(DATASET EXTRACT Opens)

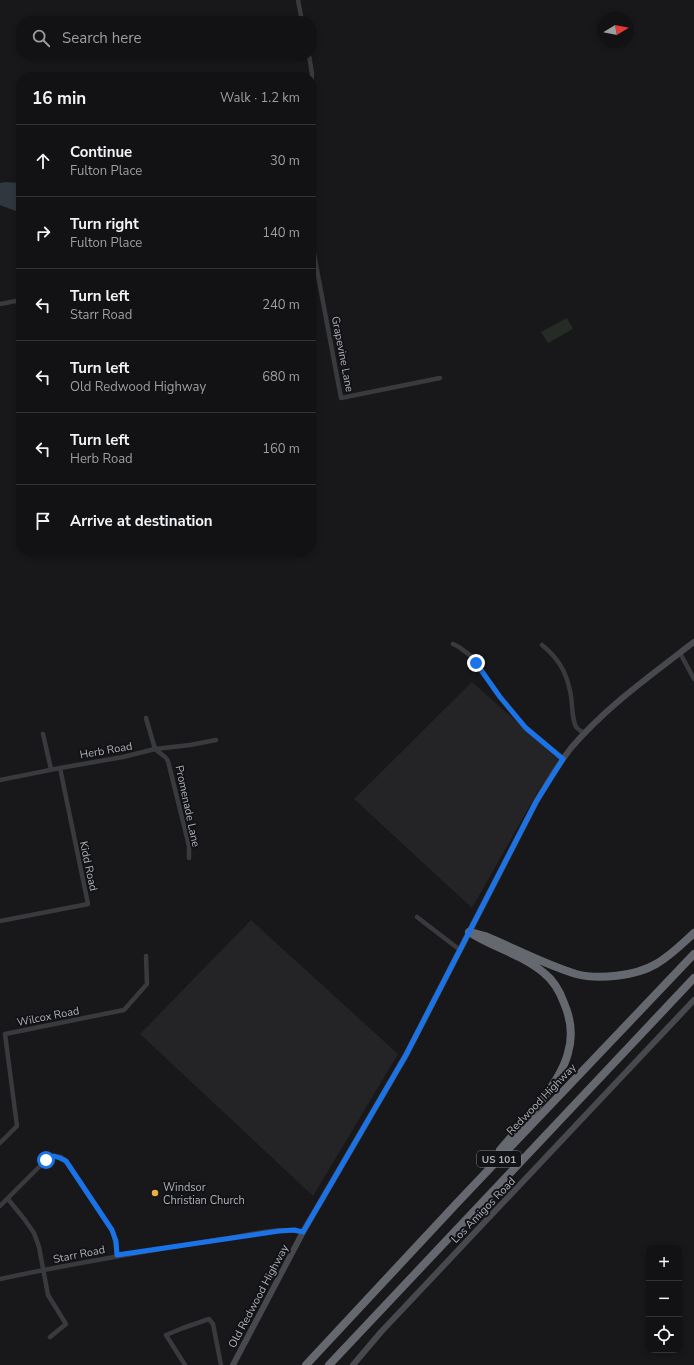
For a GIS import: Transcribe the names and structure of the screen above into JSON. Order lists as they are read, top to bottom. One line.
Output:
{"streets":{"highway":["Redwood Highway","US 101"],"main road":["Los Amigos Road","Old Redwood Highway"],"street":["Grapevine Lane","Herb Road","Promenade Lane","Kidd Road","Wilcox Road","Starr Road"]},"crossings":[["Herb Road","Promenade Lane"],["Herb Road","Kidd Road"],["Starr Road","Old Redwood Highway"]],"places":["Windsor Christian Church"],"north":"right","page":{"search":"Search here","heading":["16 min","Walk · 1.2 km"],"list":[["Continue","Fulton Place","30 m"],["Turn right","Fulton Place","140 m"],["Turn left","Starr Road","240 m"],["Turn left","Old Redwood Highway","680 m"],["Turn left","Herb Road","160 m"],"Arrive at destination"],"map_buttons":["+","−"]}}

(DATASET EXTRACT Closes)

**REQUIREMENT**
Please retype the listing in full, exactly as given, and skip every image.

**YOUR SOLUTION**
For a GIS import: Transcribe the names and structure of the screen above into JSON. Order lists as they are read, top to bottom. One line.
Output:
{"streets":{"highway":["Redwood Highway","US 101"],"main road":["Los Amigos Road","Old Redwood Highway"],"street":["Grapevine Lane","Herb Road","Promenade Lane","Kidd Road","Wilcox Road","Starr Road"]},"crossings":[["Herb Road","Promenade Lane"],["Herb Road","Kidd Road"],["Starr Road","Old Redwood Highway"]],"places":["Windsor Christian Church"],"north":"right","page":{"search":"Search here","heading":["16 min","Walk · 1.2 km"],"list":[["Continue","Fulton Place","30 m"],["Turn right","Fulton Place","140 m"],["Turn left","Starr Road","240 m"],["Turn left","Old Redwood Highway","680 m"],["Turn left","Herb Road","160 m"],"Arrive at destination"],"map_buttons":["+","−"]}}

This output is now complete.